>>>>>

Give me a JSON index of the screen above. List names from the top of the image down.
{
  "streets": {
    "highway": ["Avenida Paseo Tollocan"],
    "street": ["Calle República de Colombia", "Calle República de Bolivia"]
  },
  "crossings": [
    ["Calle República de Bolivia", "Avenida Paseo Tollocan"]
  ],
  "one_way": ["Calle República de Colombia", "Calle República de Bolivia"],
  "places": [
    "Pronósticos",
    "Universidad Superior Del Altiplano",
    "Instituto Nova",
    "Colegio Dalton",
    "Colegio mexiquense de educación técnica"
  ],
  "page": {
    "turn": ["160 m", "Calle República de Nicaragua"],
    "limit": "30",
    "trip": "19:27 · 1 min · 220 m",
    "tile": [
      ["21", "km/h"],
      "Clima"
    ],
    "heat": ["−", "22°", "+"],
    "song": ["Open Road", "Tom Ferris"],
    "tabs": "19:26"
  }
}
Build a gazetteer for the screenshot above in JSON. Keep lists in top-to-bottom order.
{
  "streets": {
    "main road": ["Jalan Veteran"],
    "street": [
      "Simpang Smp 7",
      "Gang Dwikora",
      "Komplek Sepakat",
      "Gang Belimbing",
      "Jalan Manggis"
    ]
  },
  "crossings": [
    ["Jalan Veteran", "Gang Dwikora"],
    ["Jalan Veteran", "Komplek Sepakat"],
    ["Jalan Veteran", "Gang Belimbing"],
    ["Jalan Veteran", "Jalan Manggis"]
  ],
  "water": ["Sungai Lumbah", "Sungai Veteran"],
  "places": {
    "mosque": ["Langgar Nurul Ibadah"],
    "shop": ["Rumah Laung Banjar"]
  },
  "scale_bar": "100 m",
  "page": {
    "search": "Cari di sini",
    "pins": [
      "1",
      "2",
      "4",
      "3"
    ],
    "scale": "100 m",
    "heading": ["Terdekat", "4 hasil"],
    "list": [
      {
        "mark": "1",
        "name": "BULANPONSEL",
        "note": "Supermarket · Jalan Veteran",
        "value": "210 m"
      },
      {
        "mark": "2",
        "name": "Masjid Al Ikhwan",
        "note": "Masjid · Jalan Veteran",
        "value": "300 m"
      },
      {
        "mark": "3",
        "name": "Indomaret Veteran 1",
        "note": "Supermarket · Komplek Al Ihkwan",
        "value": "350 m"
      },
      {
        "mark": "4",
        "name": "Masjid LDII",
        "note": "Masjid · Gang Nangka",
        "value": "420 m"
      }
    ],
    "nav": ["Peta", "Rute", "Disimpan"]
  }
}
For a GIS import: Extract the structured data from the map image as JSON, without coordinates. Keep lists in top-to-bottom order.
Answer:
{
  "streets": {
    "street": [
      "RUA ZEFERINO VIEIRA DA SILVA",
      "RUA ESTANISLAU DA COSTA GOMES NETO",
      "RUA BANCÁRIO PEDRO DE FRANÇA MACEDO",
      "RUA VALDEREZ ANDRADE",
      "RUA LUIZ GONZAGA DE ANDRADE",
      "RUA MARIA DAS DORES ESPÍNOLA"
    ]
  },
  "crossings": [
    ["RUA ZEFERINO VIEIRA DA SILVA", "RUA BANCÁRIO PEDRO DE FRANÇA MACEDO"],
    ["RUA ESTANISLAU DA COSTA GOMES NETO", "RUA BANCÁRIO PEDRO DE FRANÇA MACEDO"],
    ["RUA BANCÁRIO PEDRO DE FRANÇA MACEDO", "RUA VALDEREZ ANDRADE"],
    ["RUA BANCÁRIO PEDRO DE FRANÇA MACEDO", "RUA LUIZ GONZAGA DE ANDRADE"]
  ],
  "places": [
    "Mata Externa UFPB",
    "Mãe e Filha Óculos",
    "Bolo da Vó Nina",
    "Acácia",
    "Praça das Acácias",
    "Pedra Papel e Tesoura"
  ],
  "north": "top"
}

<<<<<

How to complete this task: Write out the records in full, exactly as they appear above.

Output of the task:
Give me a JSON index of the screen above. List names from the top of the image down.
{
  "streets": {
    "highway": ["Avenida Paseo Tollocan"],
    "street": ["Calle República de Colombia", "Calle República de Bolivia"]
  },
  "crossings": [
    ["Calle República de Bolivia", "Avenida Paseo Tollocan"]
  ],
  "one_way": ["Calle República de Colombia", "Calle República de Bolivia"],
  "places": [
    "Pronósticos",
    "Universidad Superior Del Altiplano",
    "Instituto Nova",
    "Colegio Dalton",
    "Colegio mexiquense de educación técnica"
  ],
  "page": {
    "turn": ["160 m", "Calle República de Nicaragua"],
    "limit": "30",
    "trip": "19:27 · 1 min · 220 m",
    "tile": [
      ["21", "km/h"],
      "Clima"
    ],
    "heat": ["−", "22°", "+"],
    "song": ["Open Road", "Tom Ferris"],
    "tabs": "19:26"
  }
}
Build a gazetteer for the screenshot above in JSON. Keep lists in top-to-bottom order.
{
  "streets": {
    "main road": ["Jalan Veteran"],
    "street": [
      "Simpang Smp 7",
      "Gang Dwikora",
      "Komplek Sepakat",
      "Gang Belimbing",
      "Jalan Manggis"
    ]
  },
  "crossings": [
    ["Jalan Veteran", "Gang Dwikora"],
    ["Jalan Veteran", "Komplek Sepakat"],
    ["Jalan Veteran", "Gang Belimbing"],
    ["Jalan Veteran", "Jalan Manggis"]
  ],
  "water": ["Sungai Lumbah", "Sungai Veteran"],
  "places": {
    "mosque": ["Langgar Nurul Ibadah"],
    "shop": ["Rumah Laung Banjar"]
  },
  "scale_bar": "100 m",
  "page": {
    "search": "Cari di sini",
    "pins": [
      "1",
      "2",
      "4",
      "3"
    ],
    "scale": "100 m",
    "heading": ["Terdekat", "4 hasil"],
    "list": [
      {
        "mark": "1",
        "name": "BULANPONSEL",
        "note": "Supermarket · Jalan Veteran",
        "value": "210 m"
      },
      {
        "mark": "2",
        "name": "Masjid Al Ikhwan",
        "note": "Masjid · Jalan Veteran",
        "value": "300 m"
      },
      {
        "mark": "3",
        "name": "Indomaret Veteran 1",
        "note": "Supermarket · Komplek Al Ihkwan",
        "value": "350 m"
      },
      {
        "mark": "4",
        "name": "Masjid LDII",
        "note": "Masjid · Gang Nangka",
        "value": "420 m"
      }
    ],
    "nav": ["Peta", "Rute", "Disimpan"]
  }
}
For a GIS import: Extract the structured data from the map image as JSON, without coordinates. Keep lists in top-to-bottom order.
Answer:
{
  "streets": {
    "street": [
      "RUA ZEFERINO VIEIRA DA SILVA",
      "RUA ESTANISLAU DA COSTA GOMES NETO",
      "RUA BANCÁRIO PEDRO DE FRANÇA MACEDO",
      "RUA VALDEREZ ANDRADE",
      "RUA LUIZ GONZAGA DE ANDRADE",
      "RUA MARIA DAS DORES ESPÍNOLA"
    ]
  },
  "crossings": [
    ["RUA ZEFERINO VIEIRA DA SILVA", "RUA BANCÁRIO PEDRO DE FRANÇA MACEDO"],
    ["RUA ESTANISLAU DA COSTA GOMES NETO", "RUA BANCÁRIO PEDRO DE FRANÇA MACEDO"],
    ["RUA BANCÁRIO PEDRO DE FRANÇA MACEDO", "RUA VALDEREZ ANDRADE"],
    ["RUA BANCÁRIO PEDRO DE FRANÇA MACEDO", "RUA LUIZ GONZAGA DE ANDRADE"]
  ],
  "places": [
    "Mata Externa UFPB",
    "Mãe e Filha Óculos",
    "Bolo da Vó Nina",
    "Acácia",
    "Praça das Acácias",
    "Pedra Papel e Tesoura"
  ],
  "north": "top"
}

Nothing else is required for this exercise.